What happened on the floor
The motion to begin debate on a House-passed vehicle to reauthorize Section 702 failed 47–52, after every Democrat but Sen. John Fetterman voted against it and seven Republicans — Sens. Josh Hawley, John Kennedy, Mike Lee, Rand Paul, Eric Schmitt, Rick Scott and Tommy Tuberville — joined them. The result means Section 702 now faces expiry unless Congress acts again; Majority Leader Thune said the Senate will “take another run” at it. This procedural loss was driven not just by abstract civil-liberties concerns but by a very real political snag: President Donald Trump’s appointment of Bill Pulte as acting Director of National Intelligence.
Why this matters — not for lawyers, for Americans
Section 702 lets agencies collect foreign communications without individualized warrants and yields the “incidental” Americans’ data that can be queried later. Lose that authority and the intelligence community says some collection and query tools will pause or change — and agencies warn that could complicate counterterrorism and real-time threat response.

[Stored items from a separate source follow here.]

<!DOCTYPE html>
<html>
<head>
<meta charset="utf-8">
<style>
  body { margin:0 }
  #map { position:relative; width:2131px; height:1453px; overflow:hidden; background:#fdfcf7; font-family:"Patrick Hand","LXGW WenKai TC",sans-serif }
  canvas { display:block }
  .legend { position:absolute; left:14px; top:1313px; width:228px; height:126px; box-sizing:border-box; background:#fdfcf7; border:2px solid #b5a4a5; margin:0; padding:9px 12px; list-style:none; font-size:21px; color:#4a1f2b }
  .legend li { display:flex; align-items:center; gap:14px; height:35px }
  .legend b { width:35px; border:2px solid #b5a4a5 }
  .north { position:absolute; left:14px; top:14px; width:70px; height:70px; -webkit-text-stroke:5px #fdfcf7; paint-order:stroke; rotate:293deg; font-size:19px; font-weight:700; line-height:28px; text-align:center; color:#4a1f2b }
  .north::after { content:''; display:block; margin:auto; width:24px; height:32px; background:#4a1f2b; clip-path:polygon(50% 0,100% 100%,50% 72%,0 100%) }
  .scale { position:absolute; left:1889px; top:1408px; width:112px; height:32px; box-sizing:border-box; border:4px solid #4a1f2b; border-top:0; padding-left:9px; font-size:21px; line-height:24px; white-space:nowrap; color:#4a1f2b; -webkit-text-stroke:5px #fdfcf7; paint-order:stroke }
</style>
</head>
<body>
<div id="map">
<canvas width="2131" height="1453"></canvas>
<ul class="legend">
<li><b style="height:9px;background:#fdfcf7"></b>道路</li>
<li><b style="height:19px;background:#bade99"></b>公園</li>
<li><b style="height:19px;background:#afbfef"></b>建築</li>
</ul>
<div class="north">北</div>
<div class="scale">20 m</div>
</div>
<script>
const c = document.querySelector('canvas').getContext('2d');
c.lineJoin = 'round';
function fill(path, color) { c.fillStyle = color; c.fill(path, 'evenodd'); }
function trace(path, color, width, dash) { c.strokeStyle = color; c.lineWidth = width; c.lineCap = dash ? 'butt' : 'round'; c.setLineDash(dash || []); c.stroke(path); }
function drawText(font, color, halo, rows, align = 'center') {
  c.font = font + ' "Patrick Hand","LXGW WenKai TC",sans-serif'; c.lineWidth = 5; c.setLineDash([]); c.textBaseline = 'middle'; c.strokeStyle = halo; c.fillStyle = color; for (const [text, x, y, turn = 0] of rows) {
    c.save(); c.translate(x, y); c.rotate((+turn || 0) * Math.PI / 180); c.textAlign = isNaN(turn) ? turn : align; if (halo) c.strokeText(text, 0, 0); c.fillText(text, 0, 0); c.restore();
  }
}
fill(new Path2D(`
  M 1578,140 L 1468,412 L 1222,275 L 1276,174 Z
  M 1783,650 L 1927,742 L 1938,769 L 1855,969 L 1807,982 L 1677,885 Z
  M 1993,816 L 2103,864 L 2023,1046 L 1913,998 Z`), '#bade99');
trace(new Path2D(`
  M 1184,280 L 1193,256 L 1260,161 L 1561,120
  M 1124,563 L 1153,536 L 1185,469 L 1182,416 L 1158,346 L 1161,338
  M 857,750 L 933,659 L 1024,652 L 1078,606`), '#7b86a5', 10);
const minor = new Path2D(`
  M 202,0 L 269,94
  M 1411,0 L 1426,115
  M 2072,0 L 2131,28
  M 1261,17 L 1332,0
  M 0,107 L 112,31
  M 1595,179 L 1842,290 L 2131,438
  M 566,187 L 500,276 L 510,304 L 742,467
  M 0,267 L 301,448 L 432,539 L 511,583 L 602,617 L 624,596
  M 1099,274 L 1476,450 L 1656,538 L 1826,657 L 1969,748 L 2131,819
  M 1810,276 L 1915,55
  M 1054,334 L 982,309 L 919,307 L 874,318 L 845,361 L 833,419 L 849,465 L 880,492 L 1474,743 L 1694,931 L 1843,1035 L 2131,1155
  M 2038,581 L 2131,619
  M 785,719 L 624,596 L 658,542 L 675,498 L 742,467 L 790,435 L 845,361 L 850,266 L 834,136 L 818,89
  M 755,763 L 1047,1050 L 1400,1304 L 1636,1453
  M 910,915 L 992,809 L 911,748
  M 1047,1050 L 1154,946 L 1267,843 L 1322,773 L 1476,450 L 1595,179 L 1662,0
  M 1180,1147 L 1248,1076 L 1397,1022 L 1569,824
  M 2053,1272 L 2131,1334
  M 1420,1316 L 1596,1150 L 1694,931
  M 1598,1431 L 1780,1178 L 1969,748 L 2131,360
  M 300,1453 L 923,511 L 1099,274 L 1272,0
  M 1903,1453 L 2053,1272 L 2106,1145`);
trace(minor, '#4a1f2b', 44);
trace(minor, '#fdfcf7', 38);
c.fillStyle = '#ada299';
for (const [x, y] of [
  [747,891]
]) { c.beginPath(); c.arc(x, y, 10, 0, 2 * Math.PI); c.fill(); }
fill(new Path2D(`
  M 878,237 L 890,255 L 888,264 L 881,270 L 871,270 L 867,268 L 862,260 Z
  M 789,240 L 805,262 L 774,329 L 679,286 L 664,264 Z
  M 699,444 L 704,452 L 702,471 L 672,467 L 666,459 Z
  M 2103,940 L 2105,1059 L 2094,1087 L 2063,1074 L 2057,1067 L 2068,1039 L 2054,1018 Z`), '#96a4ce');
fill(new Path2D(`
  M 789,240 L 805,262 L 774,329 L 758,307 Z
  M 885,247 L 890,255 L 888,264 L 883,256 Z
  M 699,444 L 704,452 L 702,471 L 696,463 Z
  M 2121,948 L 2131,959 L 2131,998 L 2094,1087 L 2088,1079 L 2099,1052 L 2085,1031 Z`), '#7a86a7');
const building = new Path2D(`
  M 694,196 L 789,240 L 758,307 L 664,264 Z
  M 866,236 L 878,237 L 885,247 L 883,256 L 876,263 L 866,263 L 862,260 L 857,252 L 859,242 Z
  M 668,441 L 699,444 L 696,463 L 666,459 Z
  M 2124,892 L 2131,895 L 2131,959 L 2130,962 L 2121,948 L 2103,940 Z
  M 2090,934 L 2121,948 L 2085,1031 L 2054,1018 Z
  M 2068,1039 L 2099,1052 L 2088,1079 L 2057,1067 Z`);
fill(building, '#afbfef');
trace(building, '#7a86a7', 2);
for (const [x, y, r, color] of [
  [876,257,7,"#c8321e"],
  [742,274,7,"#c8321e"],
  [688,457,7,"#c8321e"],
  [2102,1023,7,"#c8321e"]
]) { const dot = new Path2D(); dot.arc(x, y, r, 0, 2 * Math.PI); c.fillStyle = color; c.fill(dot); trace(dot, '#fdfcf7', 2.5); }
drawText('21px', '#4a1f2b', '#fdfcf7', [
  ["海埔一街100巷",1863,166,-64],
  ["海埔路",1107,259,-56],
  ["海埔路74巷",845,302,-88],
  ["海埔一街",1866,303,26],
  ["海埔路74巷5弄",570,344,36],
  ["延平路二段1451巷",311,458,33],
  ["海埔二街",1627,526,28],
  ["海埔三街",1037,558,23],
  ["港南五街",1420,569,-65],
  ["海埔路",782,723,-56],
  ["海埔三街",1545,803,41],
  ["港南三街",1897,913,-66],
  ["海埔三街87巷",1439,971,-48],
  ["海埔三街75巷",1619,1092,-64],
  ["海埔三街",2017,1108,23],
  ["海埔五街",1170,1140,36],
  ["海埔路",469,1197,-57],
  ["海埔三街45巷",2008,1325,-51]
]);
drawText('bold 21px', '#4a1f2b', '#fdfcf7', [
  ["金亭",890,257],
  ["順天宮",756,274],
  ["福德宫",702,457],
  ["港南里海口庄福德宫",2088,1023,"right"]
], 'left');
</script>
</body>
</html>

Picture local households: the same surveillance threads that help map foreign plots against American targets are often cited in preventing attacks here at home; when lawmakers play chicken with that tool, ordinary citizens pay the price in risk and in the fog of less information.
Pulte, politics, and the strange bedfellows of surveillance
Democrats argued they won’t give expanded spy powers while the intelligence apparatus is effectively run by a politically controversial housing-agency official with no known intel background. That objection attracted a handful of conservative Republicans who are rightly wary of unchecked surveillance. Thune called delaying reauthorization “terribly irresponsible,” saying the package included reforms and that the country shouldn’t be left exposed because of a personnel fight — but politics, not principle, is doing the driving here.
There’s a larger picture: tensions with Iran spiked after an American AH‑64 Apache was downed near the Strait of Hormuz and the U.S. struck back, and national-security messaging matters in an election year. If Congress keeps tying our spy tools to political horse-trading, we risk either handing too much power to unvetted actors or hobbling the agencies that protect us. Which is the worse gamble — leaving gaps in intelligence capacity or trusting those gaps to get fixed in the middle of the next crisis?